Epitope identification using

different Tools

Different roads often lead to the same destination, Like taking a consensus approach using different tools to arrive at the same final epitopes!

With the availability of different epitope determining servers/tools based on different algorithms, we have also attempted the consensus based approach to find out common epitopes and their functional domains for the protein targets shortlisted for vaccine candidate.


To sum up, a unique image was drawn showing different epitopes on the protein sequences.

For B-cell epitope Identification:

  1. ABCPred: This tool relies on an RNN algorithm and is used to predict B-Cell epitopes in an antigen sequence. This tool has a prediction accuracy of 65.93%.

https://drive.google.com/drive/folders/1XEQ59MvcARE2EqSRIDFnzWVckIz8GnSP?usp=sharing


  1. BepiPred: This tool is based on the HMM algorithm, and helps in the prediction of B-Cell epitopes. The prediction accuracy of the tool varies with the threshold. At default threshold (0.5), the accuracy can be approximated at 58%, which goes up till 99.9% at a threshold exceeding 0.7.

docs.google.com/spreadsheets/d/1N4fqT0CazTmEcnqikAKP3LSuCzlEJMQY8Rk7gJk5IHs/edit?usp=sharing


  1. BCEPRED: This server allows users to predict B-cell epitopes using any of the physico-chemical properties ( hydrophilicity, flexibility/mobility, accessibility, polarity, exposed surface and turns) or combination of properties and works with the accuracy of 58.70% at threshold 2.38


For CTL-epitope Identification:

  1. NetMHC: This tool relies on a SVM based method for prediction of promiscuous MHC class II binders. This tool is claimed to have a prediction accuracy approximating at 74%.
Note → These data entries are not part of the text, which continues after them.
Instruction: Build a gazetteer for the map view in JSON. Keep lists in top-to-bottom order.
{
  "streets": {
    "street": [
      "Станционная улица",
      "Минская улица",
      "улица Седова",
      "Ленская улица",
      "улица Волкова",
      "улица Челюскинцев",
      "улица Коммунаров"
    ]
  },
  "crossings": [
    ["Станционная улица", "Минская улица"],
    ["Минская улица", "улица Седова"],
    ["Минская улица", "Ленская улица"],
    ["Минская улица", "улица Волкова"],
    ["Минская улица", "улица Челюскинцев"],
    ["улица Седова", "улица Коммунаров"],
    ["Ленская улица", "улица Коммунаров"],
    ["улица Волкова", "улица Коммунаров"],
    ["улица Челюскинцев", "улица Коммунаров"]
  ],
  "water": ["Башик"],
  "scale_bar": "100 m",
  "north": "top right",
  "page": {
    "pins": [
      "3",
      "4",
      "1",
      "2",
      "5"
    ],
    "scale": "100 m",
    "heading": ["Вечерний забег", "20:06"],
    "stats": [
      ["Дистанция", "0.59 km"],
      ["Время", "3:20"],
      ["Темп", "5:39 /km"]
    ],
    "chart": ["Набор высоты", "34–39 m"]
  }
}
  1. EpiJen: This tool is based on an additive approach, and tries to model several important stage of the MHC degradation pathway: proteasome cleavage, TAP binding and MHC binding. This tool has a prediction accuracy of 62%. docs.google.com/spreadsheets/d/1eT3hXRK5QCaHIQTbOMggSnrV_y9P_JLy8HeP9qIpDAQ/edit?usp=sharing


  1. NetCTL: This tool predicts CTL epitopes in protein sequences. The accuracy of the MHC class I peptide binding affinity is significantly improved compared to the earlier version.

For HTL-epitope Identification:

  1. MHC2Pred: This tool relies on a SVM based method for prediction of promiscuous MHC class II binders. This tool is claimed to have a prediction accuracy

exceeding 78%.

docs.google.com/spreadsheets/d/1IRkEa2PMmyJZcCRzByfAcHNGenEGo9sCpkNg3E8Ie3A/edit?usp=sharing


  1. Propred: This tool is used to predict MHC Class-II binding regions in an antigen sequence, using quantitative matrices derived from published literature by Sturniolo et. al., 1999.


  1. IEDB MHC-2: This website provides access to predictions of peptide binding to MHC class II molecules.